Support Support Downloads Knowledge Base Case Manager My Juniper Community

Knowledge Base

Search our Knowledge Base sites to find answers to your questions.

Ask All Knowledge Base Sites All Knowledge Base Sites JunosE Defect (KA)Knowledge BaseSecurity AdvisoriesTechnical BulletinsTechnotes Sign in to display secure content and recently viewed articles

[EOL/EOE] [NSM] High Availability (HA) Troubleshooting for NSM 2007.2 and above



Article ID: KB11264 KB Last Updated: 24 Mar 2021Version: 10.0

This article provides a step-by-step troubleshooting guide for High Availability (HA) in NSM 2007.2 and above. The HA replication introduces a new database-layer real-time replication between both HA nodes, combined with a traditional RSYNC/SSH replication for non-db related files.

Note: A product listed in this article has either reached hardware End of Life (EOL) OR software End of Engineering (EOE). 
Refer to End of Life Products & Milestones for the EOL, EOE, and End of Support (EOS) dates.

The goal is to help users troubleshoot HA on NSM.


The steps below are listed in the order that events occur on the HA system. This will help determine the exact step at which the problem occurs.

1. Verify HA status for proper HA heartbeat communication and database replication status

  1. Run /usr/ntscreen/HaSvr/utils/haStatus.

  2. Check that both the highAvaila and highAvailSvr services are started correctly. A timed-out (error) indicates that the services are not started on the other node or there is a heartbeat communication failure. 

  3. Observe database replication status of "dirty" or "in-sync" for later steps.

2. Check HA configuration parameters of HaSvr/var/haSvr.cfg

  1. In /usr/netscreen/HaSvr/var/haSvr.cfg, the highAvail.isHaEnabled should be y on both nodes

  2. Confirm that the IP address configuration is correct for the primary/secondary server.

  3. Check that highAvail.HMACKey matches on both nodes (for shared secret and heartbeat to work correctly).

  4. Verify the presence and functionality of the SSH and RSYNC binaries on the system.

  5. Confirm that the pingable IP is reachable by the local server (this is required for services to start).

  6. Note down highAvail.rsyncUser for later verification.

  7. Recommendation: Set highAvail.writetoLog to y for better troubleshooting.

  8. Optional: Verify the shared disk configuration.

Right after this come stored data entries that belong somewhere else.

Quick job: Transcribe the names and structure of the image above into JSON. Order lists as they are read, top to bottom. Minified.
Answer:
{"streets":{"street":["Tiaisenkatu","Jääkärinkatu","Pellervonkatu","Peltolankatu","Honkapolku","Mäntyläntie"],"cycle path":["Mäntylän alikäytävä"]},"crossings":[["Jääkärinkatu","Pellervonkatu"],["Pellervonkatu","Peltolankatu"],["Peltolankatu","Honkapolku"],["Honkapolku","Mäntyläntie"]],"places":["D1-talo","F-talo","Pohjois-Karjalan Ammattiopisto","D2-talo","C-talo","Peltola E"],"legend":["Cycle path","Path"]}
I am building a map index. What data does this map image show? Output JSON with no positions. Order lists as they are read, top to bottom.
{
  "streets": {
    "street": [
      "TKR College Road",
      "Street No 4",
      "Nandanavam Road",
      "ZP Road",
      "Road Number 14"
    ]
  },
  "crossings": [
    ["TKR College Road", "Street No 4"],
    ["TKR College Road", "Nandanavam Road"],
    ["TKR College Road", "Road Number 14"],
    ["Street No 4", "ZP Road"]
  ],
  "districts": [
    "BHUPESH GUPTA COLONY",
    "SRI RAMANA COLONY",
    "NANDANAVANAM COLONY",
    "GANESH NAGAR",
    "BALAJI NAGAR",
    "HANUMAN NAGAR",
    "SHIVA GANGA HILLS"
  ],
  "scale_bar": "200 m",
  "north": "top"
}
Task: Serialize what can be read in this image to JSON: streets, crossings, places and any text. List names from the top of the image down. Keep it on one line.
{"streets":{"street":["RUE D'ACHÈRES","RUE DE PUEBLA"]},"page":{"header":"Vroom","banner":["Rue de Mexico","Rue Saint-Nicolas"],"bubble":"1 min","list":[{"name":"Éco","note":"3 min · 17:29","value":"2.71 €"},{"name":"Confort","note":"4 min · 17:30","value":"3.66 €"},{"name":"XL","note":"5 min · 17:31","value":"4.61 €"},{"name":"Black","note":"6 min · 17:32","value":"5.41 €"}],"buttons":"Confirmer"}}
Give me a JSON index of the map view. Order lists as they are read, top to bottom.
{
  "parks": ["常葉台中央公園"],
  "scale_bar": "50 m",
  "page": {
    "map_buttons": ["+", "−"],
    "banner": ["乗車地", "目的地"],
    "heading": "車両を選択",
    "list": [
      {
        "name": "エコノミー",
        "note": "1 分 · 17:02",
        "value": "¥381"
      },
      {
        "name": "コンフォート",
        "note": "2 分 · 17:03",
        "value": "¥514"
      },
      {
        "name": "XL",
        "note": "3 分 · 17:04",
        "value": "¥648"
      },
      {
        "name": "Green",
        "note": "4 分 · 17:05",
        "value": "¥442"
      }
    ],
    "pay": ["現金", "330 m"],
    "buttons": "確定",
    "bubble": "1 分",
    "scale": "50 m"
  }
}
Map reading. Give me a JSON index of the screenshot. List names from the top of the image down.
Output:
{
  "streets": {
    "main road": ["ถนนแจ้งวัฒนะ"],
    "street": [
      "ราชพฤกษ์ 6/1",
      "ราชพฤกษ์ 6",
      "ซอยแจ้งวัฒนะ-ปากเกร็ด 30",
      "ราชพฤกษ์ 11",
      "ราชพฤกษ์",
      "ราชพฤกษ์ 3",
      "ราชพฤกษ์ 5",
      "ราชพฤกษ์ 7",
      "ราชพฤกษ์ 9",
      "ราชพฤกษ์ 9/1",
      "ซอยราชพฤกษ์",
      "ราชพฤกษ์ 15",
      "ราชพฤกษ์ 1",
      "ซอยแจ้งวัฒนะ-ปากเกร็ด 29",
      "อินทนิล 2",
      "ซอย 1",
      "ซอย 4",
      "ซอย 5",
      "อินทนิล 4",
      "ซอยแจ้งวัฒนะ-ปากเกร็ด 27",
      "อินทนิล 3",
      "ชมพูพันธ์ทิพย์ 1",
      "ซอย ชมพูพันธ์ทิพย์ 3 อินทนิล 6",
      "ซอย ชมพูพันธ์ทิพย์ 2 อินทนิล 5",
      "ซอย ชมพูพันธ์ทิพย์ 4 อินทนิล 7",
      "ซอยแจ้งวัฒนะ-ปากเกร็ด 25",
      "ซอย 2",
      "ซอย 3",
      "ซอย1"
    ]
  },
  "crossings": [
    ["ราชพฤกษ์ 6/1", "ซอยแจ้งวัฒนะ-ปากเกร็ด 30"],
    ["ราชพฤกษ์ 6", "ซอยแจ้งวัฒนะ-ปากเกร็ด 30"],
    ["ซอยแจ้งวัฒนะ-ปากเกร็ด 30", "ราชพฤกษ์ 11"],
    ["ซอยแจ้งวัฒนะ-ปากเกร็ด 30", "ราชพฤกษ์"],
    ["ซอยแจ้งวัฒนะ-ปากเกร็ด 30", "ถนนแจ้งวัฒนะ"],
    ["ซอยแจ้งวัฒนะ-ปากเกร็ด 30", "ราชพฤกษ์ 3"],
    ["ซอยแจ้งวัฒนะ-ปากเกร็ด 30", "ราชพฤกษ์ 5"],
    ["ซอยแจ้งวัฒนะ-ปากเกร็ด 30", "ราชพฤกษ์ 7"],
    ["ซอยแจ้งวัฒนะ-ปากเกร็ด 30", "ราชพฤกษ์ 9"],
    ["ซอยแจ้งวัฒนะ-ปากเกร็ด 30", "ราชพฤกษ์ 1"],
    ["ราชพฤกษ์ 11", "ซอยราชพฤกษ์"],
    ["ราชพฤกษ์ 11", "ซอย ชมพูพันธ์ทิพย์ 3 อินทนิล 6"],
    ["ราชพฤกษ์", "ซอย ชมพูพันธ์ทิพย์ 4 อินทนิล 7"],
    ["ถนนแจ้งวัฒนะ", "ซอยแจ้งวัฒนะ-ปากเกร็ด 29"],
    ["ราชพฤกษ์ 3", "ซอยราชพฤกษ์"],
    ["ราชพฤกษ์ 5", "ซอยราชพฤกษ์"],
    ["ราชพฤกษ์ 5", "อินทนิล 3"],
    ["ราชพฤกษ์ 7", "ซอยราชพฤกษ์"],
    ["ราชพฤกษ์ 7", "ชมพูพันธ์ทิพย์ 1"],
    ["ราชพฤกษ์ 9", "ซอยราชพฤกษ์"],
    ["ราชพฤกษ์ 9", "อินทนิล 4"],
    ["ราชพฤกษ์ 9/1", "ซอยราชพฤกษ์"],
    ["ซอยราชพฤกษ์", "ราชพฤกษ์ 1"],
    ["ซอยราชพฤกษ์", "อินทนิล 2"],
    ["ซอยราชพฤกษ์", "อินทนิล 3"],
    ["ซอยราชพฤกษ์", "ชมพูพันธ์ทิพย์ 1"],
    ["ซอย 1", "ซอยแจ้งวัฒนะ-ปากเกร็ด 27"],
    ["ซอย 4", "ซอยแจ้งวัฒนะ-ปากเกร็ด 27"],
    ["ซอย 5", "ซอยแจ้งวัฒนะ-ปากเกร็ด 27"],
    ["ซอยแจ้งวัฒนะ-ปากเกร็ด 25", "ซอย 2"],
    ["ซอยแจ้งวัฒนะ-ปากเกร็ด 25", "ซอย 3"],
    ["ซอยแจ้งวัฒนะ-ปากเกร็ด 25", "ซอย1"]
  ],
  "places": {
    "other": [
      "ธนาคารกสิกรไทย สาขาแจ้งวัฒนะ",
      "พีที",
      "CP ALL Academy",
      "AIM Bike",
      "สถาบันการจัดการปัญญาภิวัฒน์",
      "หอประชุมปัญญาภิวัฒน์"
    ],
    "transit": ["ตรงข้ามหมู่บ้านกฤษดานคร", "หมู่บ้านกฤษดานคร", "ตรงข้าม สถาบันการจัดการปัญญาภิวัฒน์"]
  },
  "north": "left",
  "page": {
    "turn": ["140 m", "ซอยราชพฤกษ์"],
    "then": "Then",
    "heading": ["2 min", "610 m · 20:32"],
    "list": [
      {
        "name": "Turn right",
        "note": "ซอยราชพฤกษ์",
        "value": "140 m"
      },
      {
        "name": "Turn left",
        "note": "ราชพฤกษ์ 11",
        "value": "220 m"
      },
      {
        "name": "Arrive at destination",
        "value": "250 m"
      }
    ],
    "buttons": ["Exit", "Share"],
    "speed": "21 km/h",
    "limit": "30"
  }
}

 3. Confirm that both HA servers are running with the same root or non-root user ID for the NSM processes

  1. Verify guiSvr.setuid in the configuration file for /usr/netscreen/GuiSvr/var/guiSvr.cfg.
    If non-root operation is needed, run /usr/netscreen/GuiSvr/utils/

  2. Verify devSvr.setuid in the configuration file for /usr/netscreen/DevSvr/var/devSvr.cfg.
    If non-root operation is needed, run /usr/netscreen/DevSvr/utils/

  3. Verify guiSvr.setuid in the configuration file for /usr/netscreen/HaSvr/var/haSvr.cfg.
    If non-root operation is needed, run /usr/netscreen/HaSvr/utils/

4. Test the SSH trust relationship between both servers

From the primary server, SSH to the secondary server while logged into the account defined for highavail.rsyncUser. The login should not prompt for a password if the SSH keys are correctly installed. Repeat this process from the secondary server to the primary server.

If the trust relation is not working, generate new RSA keys using ssh-keygen -t rsa and copy the to ~/.ssh/authorized_keys on the remote server. Repeat this process for each node.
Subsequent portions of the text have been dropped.